Set the wayback machine to 1998. Parallax View presents reviews of films released 20 years ago, written by our contributors for various papers and websites. Most of these have not been available for years.

John Carpenter has wanted to make a western for years. Now he’s finally made it—as a vampire film. It’s not simply the dusty, dusky southwestern setting or the Ry Cooder twinged country blues score. Carpenter turns John Steakley’s novel “Vampire$” into a perverse remake of Howard Hawks’ Rio Bravo by way of Sergio Leone, with James Woods as a foul mouthed, hard drinking, whore-mongering John Wayne leading a wild bunch of vampire hunters. It’s machismo run amuck and Carpenter loves it.

The film kicks off with an attack on a vampire nest, a SWAT team-like operation turned gory spectacle punctuated by the fiery explosions of bloodsuckers yanked into the light of day. But as Crow’s Vatican sponsored team celebrates victory with hookers and booze that night, retribution visits in the form of Valek (Thomas Ian Griffith and his imposing 6’5” frame), a powerful vampire master who takes prostitute Katrina (Sheryl Lee) as his next lady of the night and slices and dices the rest of the partygoers with his Ginsu fingernails. Crow and his sole surviving team member Montoya (Daniel Baldwin) grab Katrina, whose fresh blood ties have established a psychic link to Valek, and get the hell out of Dodge to regroup. Team Crow inherits a rookie priest (Tim Guinee) who provides clues to Valek’s master plan and the motley crew plans their attack.

After a string of misfires it’s a pleasure to see Carpenter back in form, and he’s back with a vengeance. His unrepentant misogynist macho warriors are sure to offend audiences not already turned off by the gory bloodshed. But there’s a perverse comic book irony in such extreme characters as emissaries of the Vatican, with Woods playing Jack Crow with the glee of a choir boy gone bad – he’s been raised by Catholic church but he’s not above beating the shit out of a priest to get information. It’s the kind of conundrum that exists only in the movies and Carpenter plays it for all it’s worth.
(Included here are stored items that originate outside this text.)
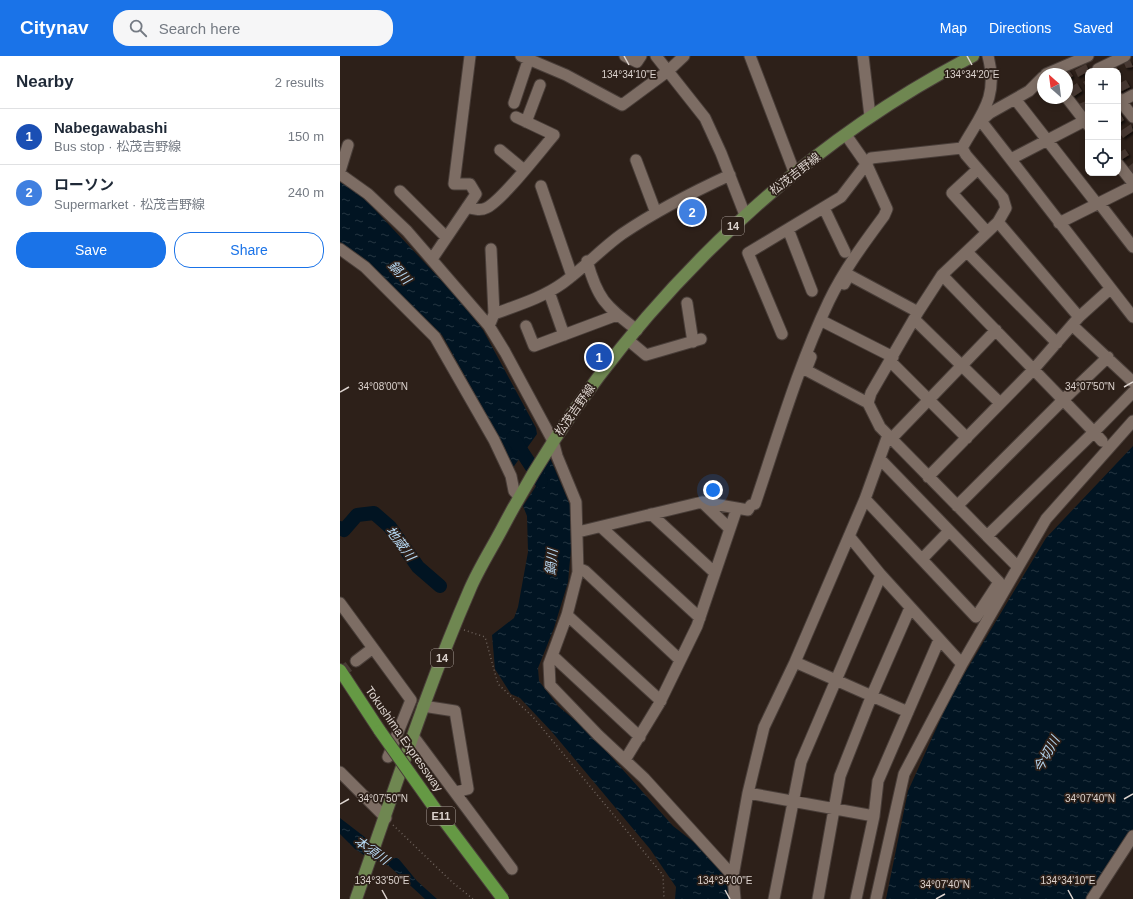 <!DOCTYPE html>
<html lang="en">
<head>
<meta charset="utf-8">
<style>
  :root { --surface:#fff; --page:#f6f6f7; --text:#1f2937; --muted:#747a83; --line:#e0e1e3; --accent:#1a73e8 }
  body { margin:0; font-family:Helvetica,"Noto Sans JP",sans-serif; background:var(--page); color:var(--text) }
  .controls { position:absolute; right:12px; top:12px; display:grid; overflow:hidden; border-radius:8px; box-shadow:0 2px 6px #0003 }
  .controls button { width:36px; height:36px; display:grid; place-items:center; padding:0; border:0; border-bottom:1px solid var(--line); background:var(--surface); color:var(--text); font:20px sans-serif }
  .compass { position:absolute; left:697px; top:12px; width:36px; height:36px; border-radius:50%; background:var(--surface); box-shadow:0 2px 6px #0003; rotate:332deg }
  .you { position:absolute; left:373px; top:434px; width:14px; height:14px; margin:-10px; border:3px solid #fff; border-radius:50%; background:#1a73e8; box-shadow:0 0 0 6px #1a73e833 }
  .badge { display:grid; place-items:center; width:26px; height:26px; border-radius:50%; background:var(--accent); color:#fff; font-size:13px; font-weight:700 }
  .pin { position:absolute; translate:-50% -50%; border:2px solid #fff; box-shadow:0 1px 4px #0006 }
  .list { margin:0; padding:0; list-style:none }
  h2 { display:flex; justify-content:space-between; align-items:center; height:52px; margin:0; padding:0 16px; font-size:17px }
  h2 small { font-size:13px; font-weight:400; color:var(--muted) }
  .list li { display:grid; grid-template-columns:26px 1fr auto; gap:12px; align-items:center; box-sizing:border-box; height:56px; padding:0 16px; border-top:1px solid var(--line) }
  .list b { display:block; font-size:15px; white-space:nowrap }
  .list p { margin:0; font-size:13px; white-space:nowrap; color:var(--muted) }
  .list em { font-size:13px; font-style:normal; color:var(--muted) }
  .actions { display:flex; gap:8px; padding:12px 16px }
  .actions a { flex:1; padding:9px 0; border:1px solid var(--accent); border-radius:16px; text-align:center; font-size:14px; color:var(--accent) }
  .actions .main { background:var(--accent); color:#fff }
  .icon { flex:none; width:22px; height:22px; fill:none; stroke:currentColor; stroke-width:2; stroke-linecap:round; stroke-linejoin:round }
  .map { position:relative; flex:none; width:793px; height:843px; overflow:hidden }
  header { display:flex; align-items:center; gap:24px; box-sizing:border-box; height:56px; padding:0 20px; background:var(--accent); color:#fff }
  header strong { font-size:19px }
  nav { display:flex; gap:22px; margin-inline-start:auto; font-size:14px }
  .search { width:280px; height:36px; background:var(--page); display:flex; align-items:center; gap:10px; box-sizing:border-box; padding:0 14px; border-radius:16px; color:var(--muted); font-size:15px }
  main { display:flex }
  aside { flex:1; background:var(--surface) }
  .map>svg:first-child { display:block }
  .water { fill:url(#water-ripples) }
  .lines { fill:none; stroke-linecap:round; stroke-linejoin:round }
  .river { stroke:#011422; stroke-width:14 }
  .building { fill:#463830; filter:url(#shadow) }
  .minor-tunnel { stroke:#473b34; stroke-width:11; stroke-dasharray:11 5.5; stroke-linecap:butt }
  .minor-casing { stroke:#493e39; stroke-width:13 }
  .major-casing { stroke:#493e39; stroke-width:14 }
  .highway-casing { stroke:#493e39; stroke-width:14 }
  .path { stroke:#6e635d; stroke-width:1.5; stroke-dasharray:1 3; stroke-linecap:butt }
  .minor { stroke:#7d6d64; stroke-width:11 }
  .major { stroke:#6f8751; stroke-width:12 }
  .highway { stroke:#659944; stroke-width:12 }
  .highway-bridge-casing { stroke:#493e39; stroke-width:14; stroke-linecap:butt }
  .highway-bridge { stroke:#659944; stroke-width:12 }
  .ticks { fill:none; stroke:#dcd3ce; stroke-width:1.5 }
  .labels { text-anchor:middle; stroke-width:3.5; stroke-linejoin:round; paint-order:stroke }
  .shield { fill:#2d2019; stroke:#a89d98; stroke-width:1 }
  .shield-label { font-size:11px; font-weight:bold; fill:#dcd3ce }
  .street-label { font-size:12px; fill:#dcd3ce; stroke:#2d2019 }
  .water-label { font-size:13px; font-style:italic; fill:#b7d9f4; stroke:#2d2019 }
  .ticks-label { font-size:10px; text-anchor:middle; fill:#dcd3ce; stroke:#2d2019; stroke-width:3.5; stroke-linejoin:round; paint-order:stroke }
</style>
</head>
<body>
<header>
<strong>Citynav</strong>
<div class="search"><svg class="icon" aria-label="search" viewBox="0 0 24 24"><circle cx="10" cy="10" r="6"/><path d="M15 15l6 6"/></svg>Search here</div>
<nav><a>Map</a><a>Directions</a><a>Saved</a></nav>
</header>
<main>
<aside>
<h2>Nearby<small>2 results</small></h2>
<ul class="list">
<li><span class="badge" style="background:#1a4fb4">1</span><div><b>Nabegawabashi</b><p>Bus stop · 松茂吉野線</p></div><em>150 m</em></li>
<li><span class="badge" style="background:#3f7fe0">2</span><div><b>ローソン</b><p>Supermarket · 松茂吉野線</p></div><em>240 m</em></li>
</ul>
<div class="actions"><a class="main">Save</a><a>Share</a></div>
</aside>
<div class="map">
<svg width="793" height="843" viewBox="0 0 793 843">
  <defs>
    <pattern id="water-ripples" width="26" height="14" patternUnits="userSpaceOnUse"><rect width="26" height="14" fill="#011422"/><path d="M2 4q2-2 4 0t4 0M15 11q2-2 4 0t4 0" fill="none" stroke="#253541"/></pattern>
    <filter id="shadow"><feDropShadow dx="2" dy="2" stdDeviation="1" flood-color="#0009"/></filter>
  </defs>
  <rect width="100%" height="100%" fill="#2d2019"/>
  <path class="water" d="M0,126L21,139L116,240L143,274L196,372L197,378L172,413L165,392L102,279L26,204L0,186Z
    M793,390V775L749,843H546L568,735L611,640L706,482Z
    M210,402L230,449L231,493L228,526L214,572L198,612L199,625L218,650L251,678L333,770L365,795L392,825V843H335L336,831L310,793L212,676L180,642L171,638L155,613L152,579L174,562L178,551L188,496L187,460L183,450L196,430L194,424Z
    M0,762L52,802H58L77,825L97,843H85L49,810L27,801L15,793L0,778Z"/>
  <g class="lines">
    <path class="river" d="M173,382L201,425
      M0,472L4,474L17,459L34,457L50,471L78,511L100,530"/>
  </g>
  <path class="building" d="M790,4L793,11L786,12L784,7Z
    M746,8L749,15L738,21L735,14Z
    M776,10L780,17L778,18V15H767Z
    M728,13L733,20L727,24V18H721Z
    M748,23V34L743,26Z
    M786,24L790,31L780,36L778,28Z
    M737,27L742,35L733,41L728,33Z
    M748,44V53L743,56L739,48Z
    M778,54L784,64L778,68Z
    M791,68L793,75L783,82L779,76Z
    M785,93L789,99L781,104L778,97Z
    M793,107V119L788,111Z"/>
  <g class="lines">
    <path class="minor-tunnel" d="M0,617L16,605"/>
    <defs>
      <path id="minor" d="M181,0L226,19L282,49L328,15L344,0
        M285,0L297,6L301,0
        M316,0L365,62L381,97L405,159
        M410,0L455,118
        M523,0L530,60
        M758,13L785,0
        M706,18L748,0
        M727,42L748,69
        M778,42L793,61
        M675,43L757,148
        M174,47L189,2
        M778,47L793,39
        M641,62V65L793,261
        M641,65L650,57L689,35L703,21
        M186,66L200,29
        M160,94L184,114
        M671,103L748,63
        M296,104L316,157
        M778,108L793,127
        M638,113L612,137L647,176
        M0,115L8,89
        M0,118L28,138L67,175L149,270L165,296L213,385L217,400L236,446L238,516L227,559L209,608L210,629L258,679L304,722L393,820
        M201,130L232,220
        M60,135L106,181
        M759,147L793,191
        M127,151C132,153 141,155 146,152C161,146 201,94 214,79L176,61
        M484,152L505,196
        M658,166L739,261
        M719,167L793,130
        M448,173L472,235
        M0,193L25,211L95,281L154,384L171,420L174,435L179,440
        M151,193L154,258
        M627,196L717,287
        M92,203L136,138L130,128H114L130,0
        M247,205C258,244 265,249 297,274
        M602,219L754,376L647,480L540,371L528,347L531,337L578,256L602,219L658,166L666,152L663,142L626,99L622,92C641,58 659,42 648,0
        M504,228L509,219L578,256
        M209,236L224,279
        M347,247L353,286
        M574,263L660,347
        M484,266L553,301
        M732,269L793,326
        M149,270L154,258C178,249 202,242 223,227C244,212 261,193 282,178C316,155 353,136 390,119
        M186,270L194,290L277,259
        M442,278L408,197L501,141L531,102L622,92
        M288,284L306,299L361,283
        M471,301L466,314L528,347
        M550,305L627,382
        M551,383L656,274
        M762,385L754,376L793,336
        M588,421L693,314L739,261L770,233
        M525,443L636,561L659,526L540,403
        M362,446L390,473
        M617,450L723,344L768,301
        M311,458L375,517
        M261,471L360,562
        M238,476L362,446L408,454L411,449L415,448C438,380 458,310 489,245C504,214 524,187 544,160L547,153L527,109L506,79
        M509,480L541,519L622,608L564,718L536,843
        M582,503L609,475
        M678,511L706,463L793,365
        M238,512L245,515L340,604
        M0,547L71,644L48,701
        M227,559L321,645
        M213,600L300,681
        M16,605L33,592
        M455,606L568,656
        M622,608L678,511L647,480
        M83,650L115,655L128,733L115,736
        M73,680L172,813
        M285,704L319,648L357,570L397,452
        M0,716L46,762
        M408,737L534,760
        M395,843L393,820L408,737L424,671L455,606L525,443L548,379
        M434,843L461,706L541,519
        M478,843L500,720L532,639L570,552
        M516,843L534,760L538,725L599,584
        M752,843L793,780"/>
      <path id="major" d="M16,843C53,739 86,634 130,533C139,512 152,492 163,471C266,276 437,101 633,0"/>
      <path id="highway" d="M0,614L40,675"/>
    </defs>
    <use href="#minor" class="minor-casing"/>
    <use href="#major" class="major-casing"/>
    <use href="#highway" class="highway-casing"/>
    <path class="path" d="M124,574L145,581L158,628L193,661L323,819L324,843
      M53,769L112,826L133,843"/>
    <use href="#minor" class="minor"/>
    <use href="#major" class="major"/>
    <use href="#highway" class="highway"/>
    <defs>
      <path id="highway-bridge" d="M40,675L96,754L163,843"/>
    </defs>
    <use href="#highway-bridge" class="highway-bridge-casing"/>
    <use href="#highway-bridge" class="highway-bridge"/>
  </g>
  <path class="ticks" d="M284,0L289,9M627,0L632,9M784,331L793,326M0,336L9,331M784,743L793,738M0,748L9,743M42,834L47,843M385,834L390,843M728,834L733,843M596,843L605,838"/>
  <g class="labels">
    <g class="shield">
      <rect x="382" y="161" width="22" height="18" rx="3"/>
      <rect x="91" y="593" width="22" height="18" rx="3"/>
      <rect x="87" y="751" width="28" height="18" rx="3"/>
    </g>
    <g class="shield-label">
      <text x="393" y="174">14</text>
      <text x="102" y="606">14</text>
      <text x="101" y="764">E11</text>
    </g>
    <g class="street-label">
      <text transform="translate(455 118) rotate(-38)" y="4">松茂吉野線</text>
      <text transform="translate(235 354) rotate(-55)" y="4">松茂吉野線</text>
      <text transform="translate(64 683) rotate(55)" y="4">Tokushima Expressway</text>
    </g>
    <g class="water-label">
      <text transform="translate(60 216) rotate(47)" y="5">鍋川</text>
      <text transform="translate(61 487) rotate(53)" y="5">地蔵川</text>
      <text transform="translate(211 506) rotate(-85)" y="5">鍋川</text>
      <text transform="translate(706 698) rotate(-61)" y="5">今切川</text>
      <text transform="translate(32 794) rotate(35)" y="5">本須川</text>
    </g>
  </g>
  <g class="ticks-label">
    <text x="289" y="22">134°34'10"E</text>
    <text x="632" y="22">134°34'20"E</text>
    <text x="750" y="334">34°07'50"N</text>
    <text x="43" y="334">34°08'00"N</text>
    <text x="750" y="746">34°07'40"N</text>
    <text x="43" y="746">34°07'50"N</text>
    <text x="42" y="828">134°33'50"E</text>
    <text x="385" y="828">134°34'00"E</text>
    <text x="728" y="828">134°34'10"E</text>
    <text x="605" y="832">34°07'40"N</text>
  </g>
</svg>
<div class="controls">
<button>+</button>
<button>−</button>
<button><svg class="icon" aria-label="locate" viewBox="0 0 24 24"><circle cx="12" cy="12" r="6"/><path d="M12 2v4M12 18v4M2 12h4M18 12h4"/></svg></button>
</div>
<svg class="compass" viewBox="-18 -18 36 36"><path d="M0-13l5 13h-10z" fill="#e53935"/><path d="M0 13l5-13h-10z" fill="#747a83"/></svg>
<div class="you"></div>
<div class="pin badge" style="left:259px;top:301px;background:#1a4fb4">1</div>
<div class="pin badge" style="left:352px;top:156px;background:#3f7fe0">2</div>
</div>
</main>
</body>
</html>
The film slows for an exposition heavy second act and Montoya’s increasing affection for vampire-to-be Katrina (who spends the film a tied up captive) has to be taken on faith, but Carpenter’s sleek, stark images and stripped down, no-holds-barred action is pure pulp glory. It’s likely too vicious to engender new Carpenter fans, but it’s the most fun I’ve had at the movies for some time.